What the hell—here goes…
“But, Deb, I did not kill you, I did not pull that trigger.”
Whoa! About time, buddy!
I know—I know. That was way too long in coming.
Hanging on the walls, here in administrative court, are some beautiful reproductions of modern art. I’d barely noticed them before, but when I opened my eyes, a Jasper Johns abstract beauty filled my head with lines and shapes and textures so seemingly random but so powerfully linked, it was like my irises were flooded with light, temporarily blind. Blinking twice, three times, I rubbed my eyes hard, shut them, sunspots exploding inside my eyelids. Looked again—past the artwork, way down the hall, where a tall athletic figure, a man as tanned and virile and sunkissed as a Tahitian warrior, tipped his sunglasses—indoors?—Ah, you’re probably seeing things, so just go with it, man… in my direction, as if to acknowledge my progress with Bradlee. And Deb. And what—my life?
Thank you, man, I want
ed to say. I’m trying—really, really hard.

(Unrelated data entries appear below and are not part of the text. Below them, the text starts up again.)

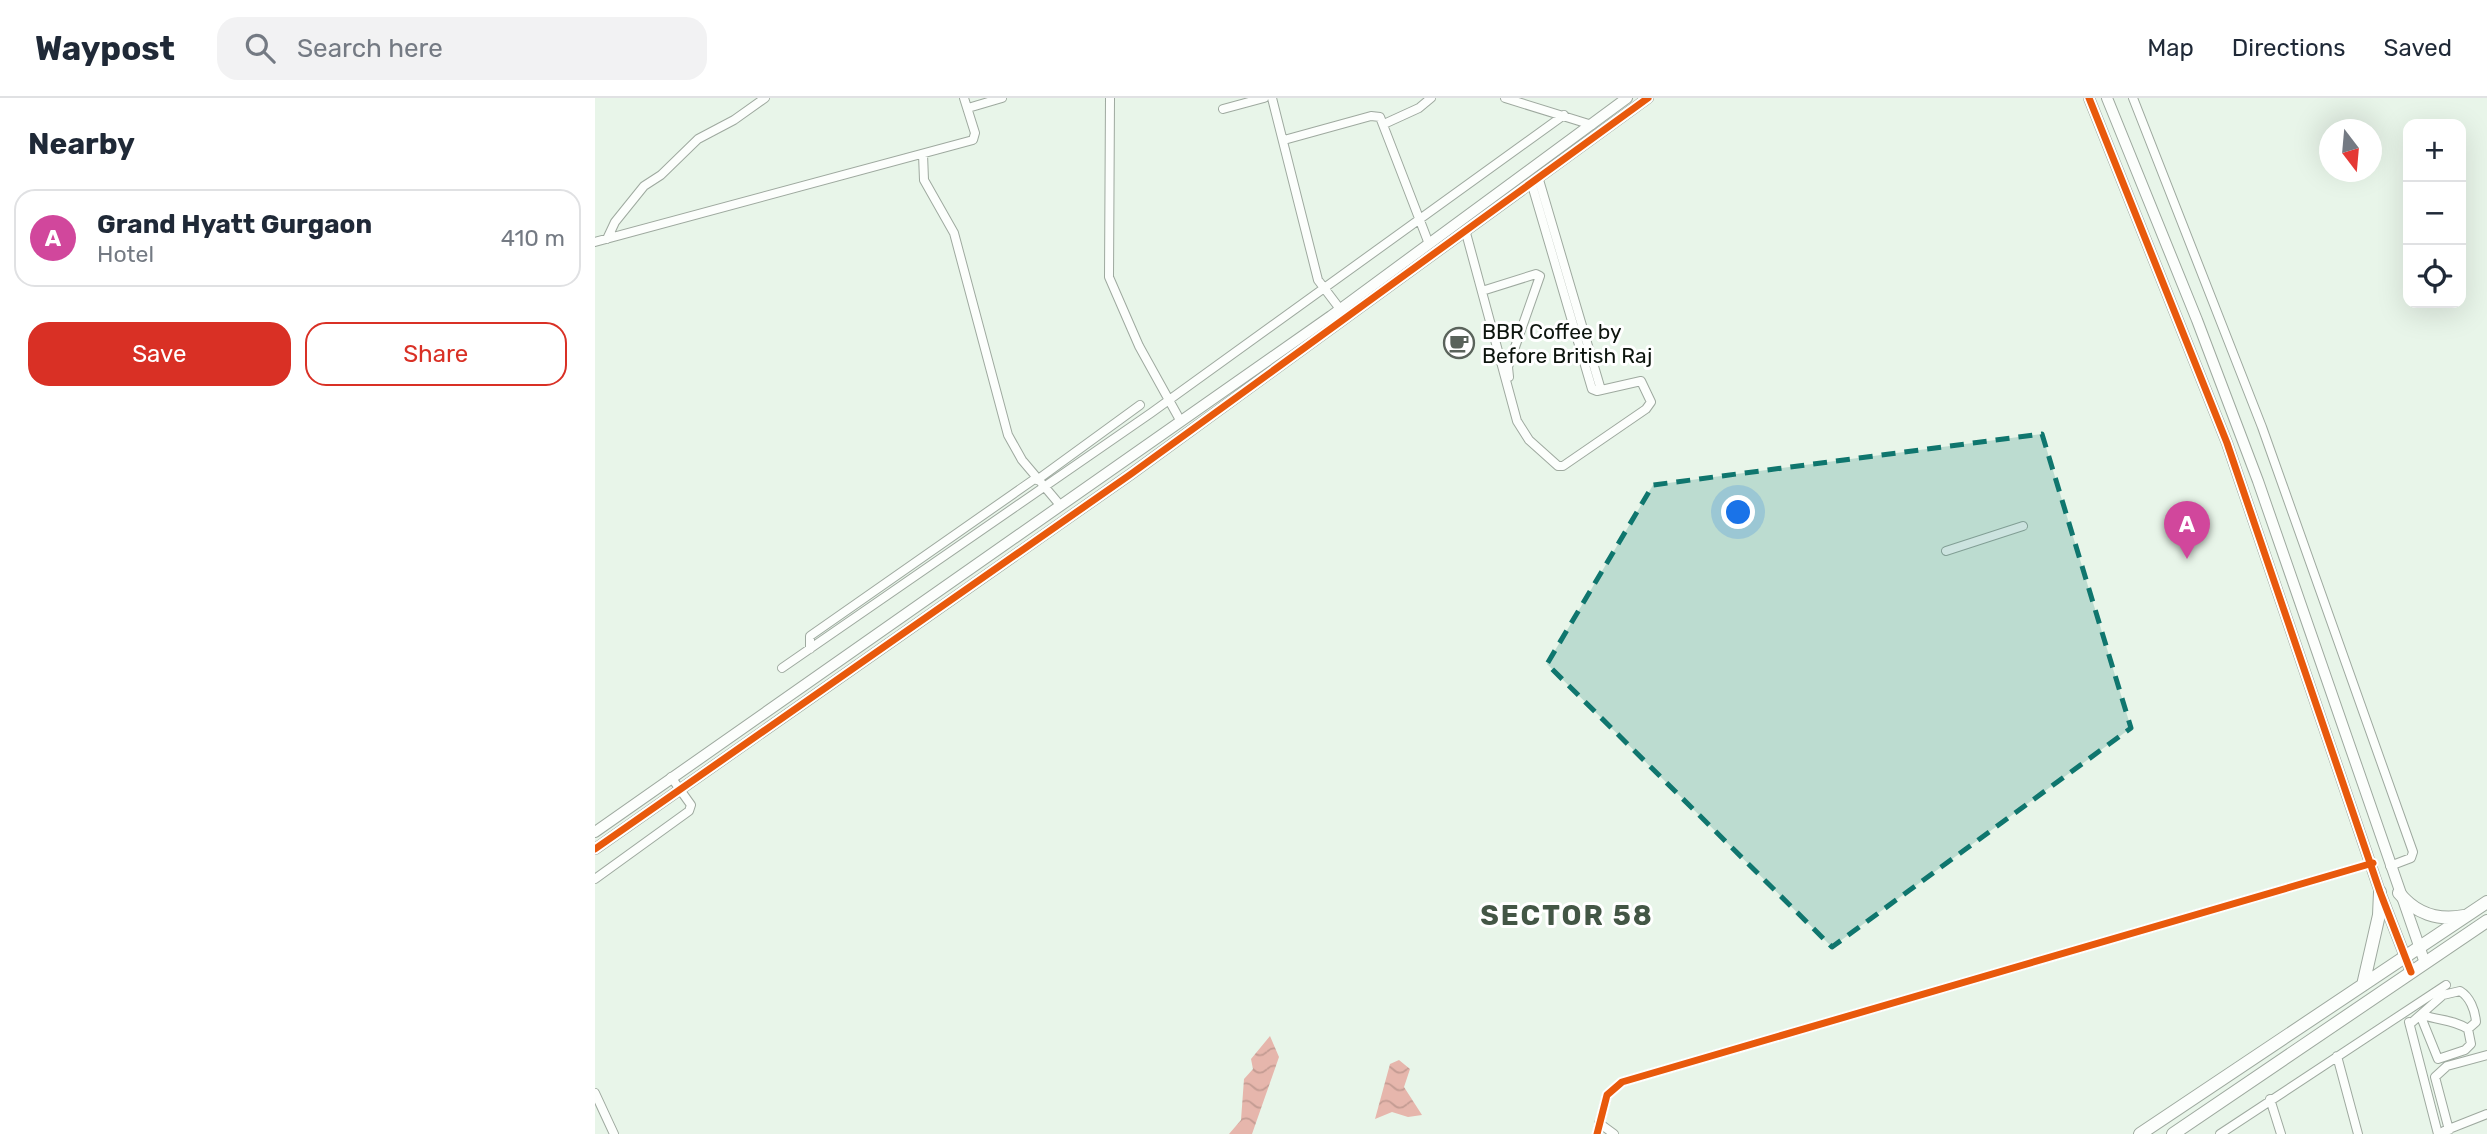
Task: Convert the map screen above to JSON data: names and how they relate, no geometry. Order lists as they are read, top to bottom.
{
  "districts": ["SECTOR 58"],
  "places": {
    "cafe": ["BBR Coffee by Before British Raj"]
  },
  "north": "bottom",
  "page": {
    "header": "Waypost",
    "search": "Search here",
    "nav": ["Map", "Directions", "Saved"],
    "heading": "Nearby",
    "map_buttons": ["+", "−"],
    "list": [
      {
        "mark": "A",
        "name": "Grand Hyatt Gurgaon",
        "note": "Hotel",
        "value": "410 m"
      }
    ],
    "buttons": ["Save", "Share"],
    "pins": "A"
  }
}
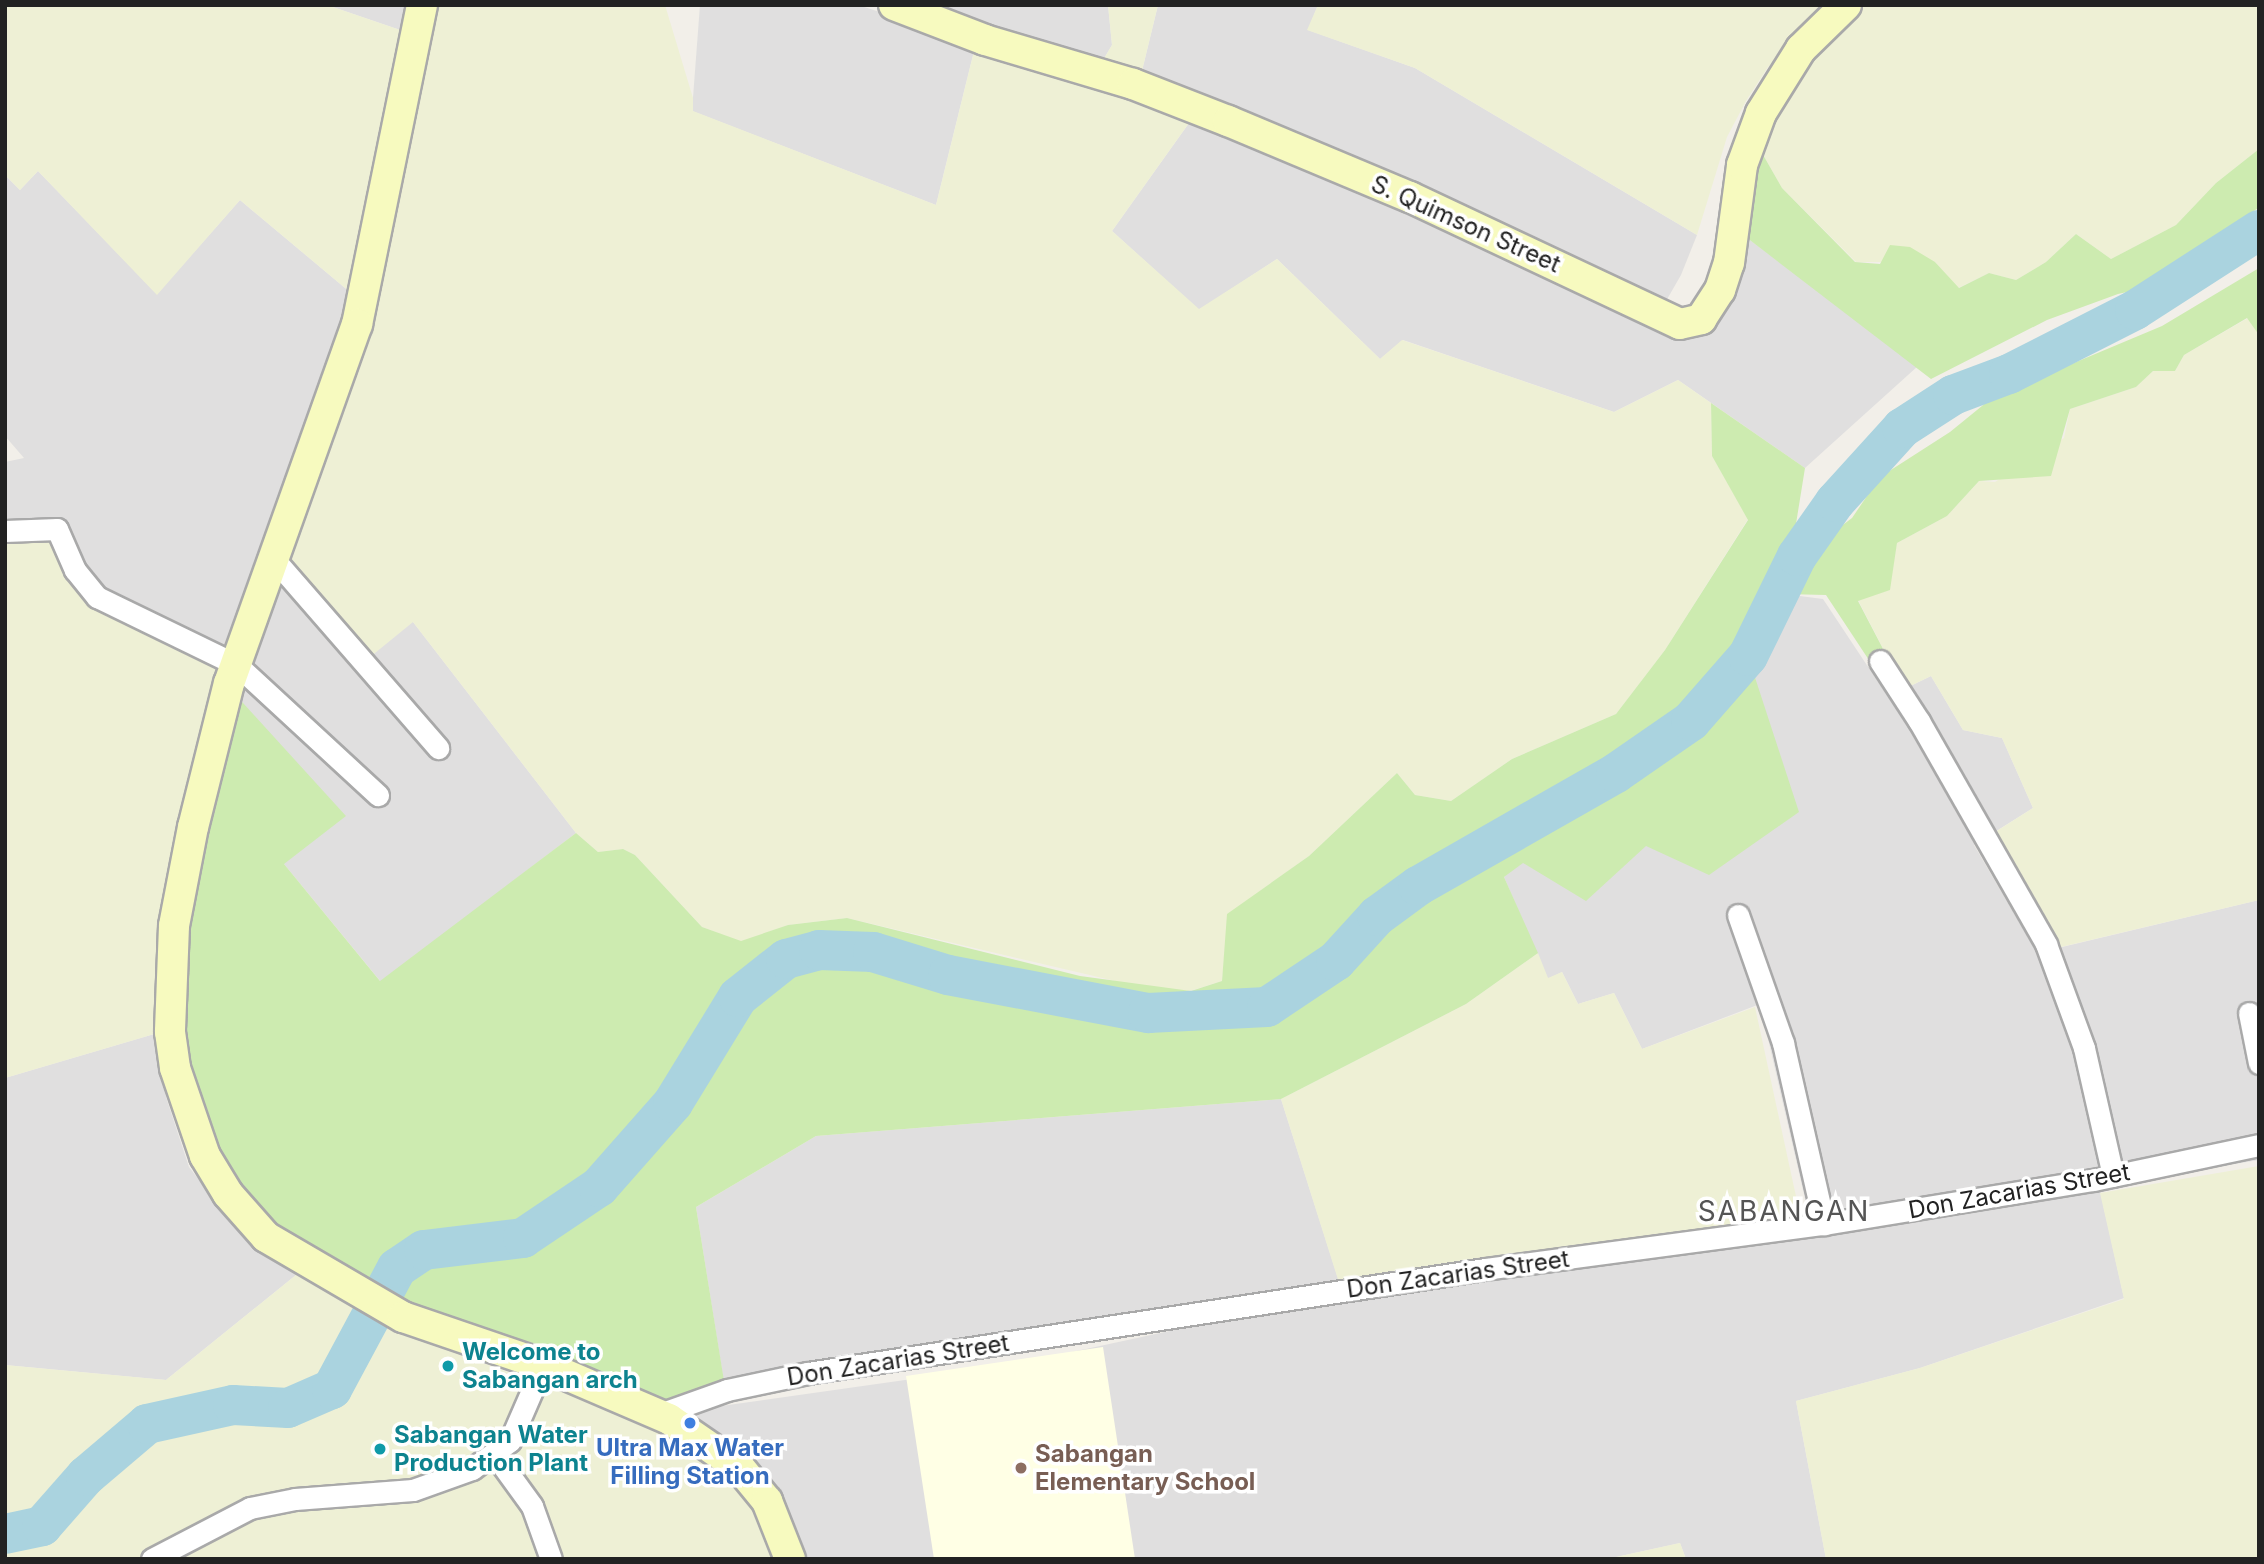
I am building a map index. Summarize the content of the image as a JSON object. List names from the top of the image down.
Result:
{
  "streets": {
    "street": ["S. Quimson Street", "Don Zacarias Street"]
  },
  "districts": ["SABANGAN"],
  "places": [
    "Welcome to Sabangan arch",
    "Ultra Max Water Filling Station",
    "Sabangan Water Production Plant",
    "Sabangan Elementary School"
  ]
}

I’d seen that guy’s casual stance before, but couldn’t place it. A magazine article? Could be…. A piece on California cool? Mocking it while acknowledging its powerful allure? Something like that, just out of reach to me now…. Everybody wanting a piece of the same thing, which this guy knew he had. In spades.
An attitude. A stance. Like…
Surfing.
A surfer. World famous. A surfer at the top of his game, in perfect balance. Like the streaking figure by the pier at Malibu…
Blinked my eyes again to get a better look, to fix my compass. But he was gone.
32
BRADLEE AAMES
Oh, God, my head is buried in burning coals! Face?—attached, I can pinch my cheeks. Hands, fingers—icicles! Another chill and my smallest quiver tugs at the bandages…
The judge is back on the bench, so sit up. Ouch!—not that far, that fast.
He says he’s making a tentative ruling. Breathe!
A tentative can mean only one thing: I proved my case.
Breathe; even if it hurts, just breathe…
Here’s how the dominoes fall: Because I proved my case, the judge sees Dr. Don as a menace to his patients and the public, and with public protection in mind, he’ll have his proposed decision written and ready for the medical board to sign off on and order as soon as possible; the order will revoke Dr. Don’s medical license, ending his career as a psychiatrist; hence the tentative—fair warning to both parties that this process will move quickly.
It’s over. But then, it isn’t.
I’d better watch my mail at work, because the minute the order hits, the defense will file an appeal. They’ll rush off to superior court to get a stay of the board’s order, claiming the board abused its discretion by taking away Dr. Don’s license and livelihood without a basis of sufficient evidence.